Giovanni, in acqua con gli AC 72 mostrano tre scuole di pensiero, avete scelto strade molto diverse soprattutto nella struttura.

“Per disegnare il nostro Ac 72 siamo partiti da Alinghi 41, che avevo disegnato io e che è stata la base per Alinghi 5, da li siamo andati nettamente avanti. La struttura è a X, la migliore per i carichi in gioco e per volare. L’architettura convenzionale di Oracle, con le due traverse, per loro sarà un notevole handicap, è troppo elastica per poter fare il foiling con precisione ad alta velocità, inoltre la loro seconda ala non ha le sofisticazioni della nostra, che è in grado di twistare, cambiare incidenza con il vento secondo la quota. Artemis con la seconda barca ha deciso di ripartire da zero scegliendo una via molto diversa dalla prima, quindi saranno in un ritardo estremo, dubito possano arrivare ad un livello competitivo in tempo. Il cambiamento di rotta significa che si rendono conto di aver sbagliato, la prima barca aveva una distribuzione dei volumi e soprattutto dei pesi molto diversa dalla nostra, che alza subito le prue”.

Come naviga la vostra seconda barca?

“Dopo 10 giorni di prove ed allenamenti nelle prime 3 settimane di navigazione va velocissima, più veloce di quel che ci aspettavamo. E’ senza problemi, come la prima. Cercavamo piccole evoluzioni e raffinamenti, ma abbiamo ottenuto una sorprendente rivoluzione delle prestazioni… e per questo stiamo lavorando come bestie, perché vogliamo trovarne ancora!”.

Quale sarà la innovazione tecnologica più grande di questa Coppa?
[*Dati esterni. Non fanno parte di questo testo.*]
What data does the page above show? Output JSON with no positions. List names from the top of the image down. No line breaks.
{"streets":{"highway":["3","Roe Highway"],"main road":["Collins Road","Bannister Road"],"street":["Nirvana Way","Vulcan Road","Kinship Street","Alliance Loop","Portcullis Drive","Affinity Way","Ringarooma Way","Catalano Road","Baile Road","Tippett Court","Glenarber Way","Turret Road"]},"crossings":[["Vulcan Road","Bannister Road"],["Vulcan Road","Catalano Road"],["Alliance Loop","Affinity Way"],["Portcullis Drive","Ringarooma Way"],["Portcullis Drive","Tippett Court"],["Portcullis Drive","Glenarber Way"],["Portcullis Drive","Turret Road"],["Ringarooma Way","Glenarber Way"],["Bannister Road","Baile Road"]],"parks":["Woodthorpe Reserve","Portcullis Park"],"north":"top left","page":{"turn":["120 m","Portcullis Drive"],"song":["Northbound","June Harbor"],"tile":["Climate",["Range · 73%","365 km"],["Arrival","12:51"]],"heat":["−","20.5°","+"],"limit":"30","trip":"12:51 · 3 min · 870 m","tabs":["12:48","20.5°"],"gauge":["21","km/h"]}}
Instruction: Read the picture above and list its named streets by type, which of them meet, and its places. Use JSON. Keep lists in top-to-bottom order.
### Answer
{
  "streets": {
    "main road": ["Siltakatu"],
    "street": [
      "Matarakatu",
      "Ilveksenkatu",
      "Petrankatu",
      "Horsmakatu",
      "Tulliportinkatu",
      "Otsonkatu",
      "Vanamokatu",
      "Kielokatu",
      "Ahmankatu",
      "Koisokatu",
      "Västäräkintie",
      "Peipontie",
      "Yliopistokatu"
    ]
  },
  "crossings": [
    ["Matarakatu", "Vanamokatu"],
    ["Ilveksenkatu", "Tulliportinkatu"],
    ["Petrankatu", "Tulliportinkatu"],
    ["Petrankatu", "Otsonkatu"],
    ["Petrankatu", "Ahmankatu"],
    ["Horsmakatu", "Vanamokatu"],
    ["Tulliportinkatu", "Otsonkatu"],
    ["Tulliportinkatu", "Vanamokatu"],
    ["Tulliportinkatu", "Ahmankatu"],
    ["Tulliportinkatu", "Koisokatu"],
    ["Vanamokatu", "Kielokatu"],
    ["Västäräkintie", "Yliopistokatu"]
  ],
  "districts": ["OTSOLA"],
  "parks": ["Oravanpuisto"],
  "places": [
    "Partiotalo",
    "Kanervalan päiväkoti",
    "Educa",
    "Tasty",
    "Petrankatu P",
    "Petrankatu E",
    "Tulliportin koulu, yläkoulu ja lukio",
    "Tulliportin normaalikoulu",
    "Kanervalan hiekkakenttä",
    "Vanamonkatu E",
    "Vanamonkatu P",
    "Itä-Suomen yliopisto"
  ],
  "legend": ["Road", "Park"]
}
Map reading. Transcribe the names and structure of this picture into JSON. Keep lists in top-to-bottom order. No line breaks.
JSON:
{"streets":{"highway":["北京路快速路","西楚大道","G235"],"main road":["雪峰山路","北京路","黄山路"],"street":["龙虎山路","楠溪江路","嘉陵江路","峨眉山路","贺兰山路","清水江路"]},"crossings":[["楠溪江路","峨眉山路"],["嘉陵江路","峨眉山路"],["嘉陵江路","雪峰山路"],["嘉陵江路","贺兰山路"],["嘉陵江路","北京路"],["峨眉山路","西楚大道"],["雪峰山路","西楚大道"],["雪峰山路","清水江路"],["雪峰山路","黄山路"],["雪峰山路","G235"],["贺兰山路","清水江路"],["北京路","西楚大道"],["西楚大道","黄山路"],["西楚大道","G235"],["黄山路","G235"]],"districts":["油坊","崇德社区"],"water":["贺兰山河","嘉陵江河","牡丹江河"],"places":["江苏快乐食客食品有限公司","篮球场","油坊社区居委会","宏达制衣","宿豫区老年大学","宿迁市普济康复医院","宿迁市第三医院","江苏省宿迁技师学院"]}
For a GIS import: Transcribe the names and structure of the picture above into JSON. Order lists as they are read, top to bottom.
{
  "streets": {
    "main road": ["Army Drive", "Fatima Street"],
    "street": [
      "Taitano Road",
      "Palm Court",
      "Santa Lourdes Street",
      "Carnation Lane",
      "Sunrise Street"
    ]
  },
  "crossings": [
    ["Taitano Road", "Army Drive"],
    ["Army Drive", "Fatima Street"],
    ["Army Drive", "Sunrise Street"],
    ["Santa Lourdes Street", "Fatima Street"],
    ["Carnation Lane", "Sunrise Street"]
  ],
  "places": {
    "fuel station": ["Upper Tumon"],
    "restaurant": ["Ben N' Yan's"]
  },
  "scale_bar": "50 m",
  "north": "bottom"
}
“Lavoriamo tanto con i sistemi di misura e di calcolo. Ci sono talmente tante parti della barca che sono sollecitate che bisogna capire come interagiscono una con l’altra. Io sono connesso alla barca e ogni secondo vedo come ogni cambiamento di regolazione sollecita la struttura. Usiamo sistemi di misura con gli strain gauges e fibre ottiche e costruiamo in casa i sistemi di calcolo e condizionamento dei dati. Controlliamo anche la precisione delle regolazioni, che sono fondamentali. Bastano variazioni di mezzo grado nell’angolazione dei foil per cambiare radicalmente velocità. Un altro settore di scoperta saranno le resine e le tecniche di costruzione”.

Queste barche possono davvero rompersi?

“Quando si alza uno scafo, che ci siano 5 o 25 nodi i carichi non cambiano perché si raggiunge in un attimo il massimo dei carichi statici. La poggiata è la cosa più pericolosa e critica: c’è un enorme aumento deli momento raddrizzante dinamico e dell’accelerazione che significa aumento di resistenza che è quello che fa peggio ai catamarani. Tutte le barche moderne fendono e si immergono, fanno wave piercing,significa che quando la prua si immerge non aumenta la sua resistenza e in realtà il suo volume e la forma piano piano la riportano fuori. Anche per questo la coperta è a V e il fondo piatto”.

Con cosa si vince?

“Se vogliamo dividere in percentuale darei il 40% all’ala, agli scafi 15%, alla piattaforma strutturale il 15%, per le appendici il 30%. L’ala insomma fa la parte del leone, è la cosa più importante. All’inizio della progettazione abbiamo usato 4 soluzioni diverse per la piattaforma e siamo andati avanti con tutte per molto tempo, scartando piano piano quello che non serviva. Usiamo moltissimo il CFD, abbiamo fatto un anno e mezzo di test con il 33 piedi e continuiamo a lavorare con gli spessori delle pinne. E’ un lavoro enorme, già un VOR 70 è molto più complesso di un vecchio Coppa America. Abbiamo usato la galleria del vendo di Auckland abbiamo messo subito un ala per capire il coefficiente di portanza e varie volte abbiamo provato le vele, le nostre sono molto più piccole delle altre”.

nella foto uno dei test effettuati in piscina dall’equipaggio di New Zealand per imparare a usare i sistemi di emergenza e le bombolette personali di ossigeno.